● WHAT THIS TASK INVOLVES
Restate the listing exactly and in full.

● LISTED ENTRIES
»»
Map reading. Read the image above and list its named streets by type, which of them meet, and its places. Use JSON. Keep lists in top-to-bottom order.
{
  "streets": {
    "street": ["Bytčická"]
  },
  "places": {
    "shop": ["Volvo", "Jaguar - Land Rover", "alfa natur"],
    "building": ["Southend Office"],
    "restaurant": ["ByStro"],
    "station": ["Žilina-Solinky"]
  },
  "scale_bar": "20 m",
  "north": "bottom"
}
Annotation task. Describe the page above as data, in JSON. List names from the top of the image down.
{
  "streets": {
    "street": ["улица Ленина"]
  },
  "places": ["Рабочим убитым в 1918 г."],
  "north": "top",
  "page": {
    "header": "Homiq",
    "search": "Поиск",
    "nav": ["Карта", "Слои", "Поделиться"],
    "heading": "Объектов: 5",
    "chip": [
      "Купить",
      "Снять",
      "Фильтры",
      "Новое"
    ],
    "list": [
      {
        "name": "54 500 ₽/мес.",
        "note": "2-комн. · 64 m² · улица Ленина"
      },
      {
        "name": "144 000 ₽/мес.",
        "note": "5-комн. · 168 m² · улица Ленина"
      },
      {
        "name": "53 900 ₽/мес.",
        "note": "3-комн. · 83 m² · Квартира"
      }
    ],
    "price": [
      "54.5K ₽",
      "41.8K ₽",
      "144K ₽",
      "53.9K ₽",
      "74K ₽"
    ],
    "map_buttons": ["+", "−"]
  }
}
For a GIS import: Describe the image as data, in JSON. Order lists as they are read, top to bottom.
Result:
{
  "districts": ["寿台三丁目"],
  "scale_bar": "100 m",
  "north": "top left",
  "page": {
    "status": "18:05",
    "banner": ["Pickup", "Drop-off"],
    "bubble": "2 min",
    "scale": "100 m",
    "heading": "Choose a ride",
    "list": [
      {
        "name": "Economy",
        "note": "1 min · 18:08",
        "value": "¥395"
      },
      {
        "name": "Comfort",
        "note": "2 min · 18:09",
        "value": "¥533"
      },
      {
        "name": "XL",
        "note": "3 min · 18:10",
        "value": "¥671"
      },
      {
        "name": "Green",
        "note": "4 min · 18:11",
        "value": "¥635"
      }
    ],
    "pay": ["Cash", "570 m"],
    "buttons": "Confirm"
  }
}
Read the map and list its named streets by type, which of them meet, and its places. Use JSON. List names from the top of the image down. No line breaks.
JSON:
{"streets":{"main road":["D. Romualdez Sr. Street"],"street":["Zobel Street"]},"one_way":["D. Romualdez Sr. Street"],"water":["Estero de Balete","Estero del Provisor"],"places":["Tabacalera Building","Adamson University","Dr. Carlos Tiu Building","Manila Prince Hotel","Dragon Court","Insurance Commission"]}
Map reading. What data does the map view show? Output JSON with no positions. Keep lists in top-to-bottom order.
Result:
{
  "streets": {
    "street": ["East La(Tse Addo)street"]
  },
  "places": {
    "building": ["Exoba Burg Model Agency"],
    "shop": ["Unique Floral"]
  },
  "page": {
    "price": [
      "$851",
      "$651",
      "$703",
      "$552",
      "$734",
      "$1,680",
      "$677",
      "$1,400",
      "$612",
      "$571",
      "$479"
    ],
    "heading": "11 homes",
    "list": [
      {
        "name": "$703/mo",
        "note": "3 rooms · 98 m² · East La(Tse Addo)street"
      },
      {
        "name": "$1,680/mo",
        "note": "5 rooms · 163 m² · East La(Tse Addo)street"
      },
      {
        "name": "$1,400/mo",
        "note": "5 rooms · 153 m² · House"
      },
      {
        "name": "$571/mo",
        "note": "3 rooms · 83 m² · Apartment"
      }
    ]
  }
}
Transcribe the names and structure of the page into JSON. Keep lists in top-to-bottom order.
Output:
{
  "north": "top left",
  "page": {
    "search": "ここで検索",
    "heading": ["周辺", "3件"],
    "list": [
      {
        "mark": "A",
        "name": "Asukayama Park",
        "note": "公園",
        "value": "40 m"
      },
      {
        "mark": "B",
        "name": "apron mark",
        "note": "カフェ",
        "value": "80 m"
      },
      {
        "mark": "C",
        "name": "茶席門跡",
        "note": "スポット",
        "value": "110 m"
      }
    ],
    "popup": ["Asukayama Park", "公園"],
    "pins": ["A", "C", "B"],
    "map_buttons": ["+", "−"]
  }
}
««
● REPLY TO THE EXERCISE
Map reading. Read the image above and list its named streets by type, which of them meet, and its places. Use JSON. Keep lists in top-to-bottom order.
{
  "streets": {
    "street": ["Bytčická"]
  },
  "places": {
    "shop": ["Volvo", "Jaguar - Land Rover", "alfa natur"],
    "building": ["Southend Office"],
    "restaurant": ["ByStro"],
    "station": ["Žilina-Solinky"]
  },
  "scale_bar": "20 m",
  "north": "bottom"
}
Annotation task. Describe the page above as data, in JSON. List names from the top of the image down.
{
  "streets": {
    "street": ["улица Ленина"]
  },
  "places": ["Рабочим убитым в 1918 г."],
  "north": "top",
  "page": {
    "header": "Homiq",
    "search": "Поиск",
    "nav": ["Карта", "Слои", "Поделиться"],
    "heading": "Объектов: 5",
    "chip": [
      "Купить",
      "Снять",
      "Фильтры",
      "Новое"
    ],
    "list": [
      {
        "name": "54 500 ₽/мес.",
        "note": "2-комн. · 64 m² · улица Ленина"
      },
      {
        "name": "144 000 ₽/мес.",
        "note": "5-комн. · 168 m² · улица Ленина"
      },
      {
        "name": "53 900 ₽/мес.",
        "note": "3-комн. · 83 m² · Квартира"
      }
    ],
    "price": [
      "54.5K ₽",
      "41.8K ₽",
      "144K ₽",
      "53.9K ₽",
      "74K ₽"
    ],
    "map_buttons": ["+", "−"]
  }
}
For a GIS import: Describe the image as data, in JSON. Order lists as they are read, top to bottom.
Result:
{
  "districts": ["寿台三丁目"],
  "scale_bar": "100 m",
  "north": "top left",
  "page": {
    "status": "18:05",
    "banner": ["Pickup", "Drop-off"],
    "bubble": "2 min",
    "scale": "100 m",
    "heading": "Choose a ride",
    "list": [
      {
        "name": "Economy",
        "note": "1 min · 18:08",
        "value": "¥395"
      },
      {
        "name": "Comfort",
        "note": "2 min · 18:09",
        "value": "¥533"
      },
      {
        "name": "XL",
        "note": "3 min · 18:10",
        "value": "¥671"
      },
      {
        "name": "Green",
        "note": "4 min · 18:11",
        "value": "¥635"
      }
    ],
    "pay": ["Cash", "570 m"],
    "buttons": "Confirm"
  }
}
Read the map and list its named streets by type, which of them meet, and its places. Use JSON. List names from the top of the image down. No line breaks.
JSON:
{"streets":{"main road":["D. Romualdez Sr. Street"],"street":["Zobel Street"]},"one_way":["D. Romualdez Sr. Street"],"water":["Estero de Balete","Estero del Provisor"],"places":["Tabacalera Building","Adamson University","Dr. Carlos Tiu Building","Manila Prince Hotel","Dragon Court","Insurance Commission"]}
Map reading. What data does the map view show? Output JSON with no positions. Keep lists in top-to-bottom order.
Result:
{
  "streets": {
    "street": ["East La(Tse Addo)street"]
  },
  "places": {
    "building": ["Exoba Burg Model Agency"],
    "shop": ["Unique Floral"]
  },
  "page": {
    "price": [
      "$851",
      "$651",
      "$703",
      "$552",
      "$734",
      "$1,680",
      "$677",
      "$1,400",
      "$612",
      "$571",
      "$479"
    ],
    "heading": "11 homes",
    "list": [
      {
        "name": "$703/mo",
        "note": "3 rooms · 98 m² · East La(Tse Addo)street"
      },
      {
        "name": "$1,680/mo",
        "note": "5 rooms · 163 m² · East La(Tse Addo)street"
      },
      {
        "name": "$1,400/mo",
        "note": "5 rooms · 153 m² · House"
      },
      {
        "name": "$571/mo",
        "note": "3 rooms · 83 m² · Apartment"
      }
    ]
  }
}
Transcribe the names and structure of the page into JSON. Keep lists in top-to-bottom order.
Output:
{
  "north": "top left",
  "page": {
    "search": "ここで検索",
    "heading": ["周辺", "3件"],
    "list": [
      {
        "mark": "A",
        "name": "Asukayama Park",
        "note": "公園",
        "value": "40 m"
      },
      {
        "mark": "B",
        "name": "apron mark",
        "note": "カフェ",
        "value": "80 m"
      },
      {
        "mark": "C",
        "name": "茶席門跡",
        "note": "スポット",
        "value": "110 m"
      }
    ],
    "popup": ["Asukayama Park", "公園"],
    "pins": ["A", "C", "B"],
    "map_buttons": ["+", "−"]
  }
}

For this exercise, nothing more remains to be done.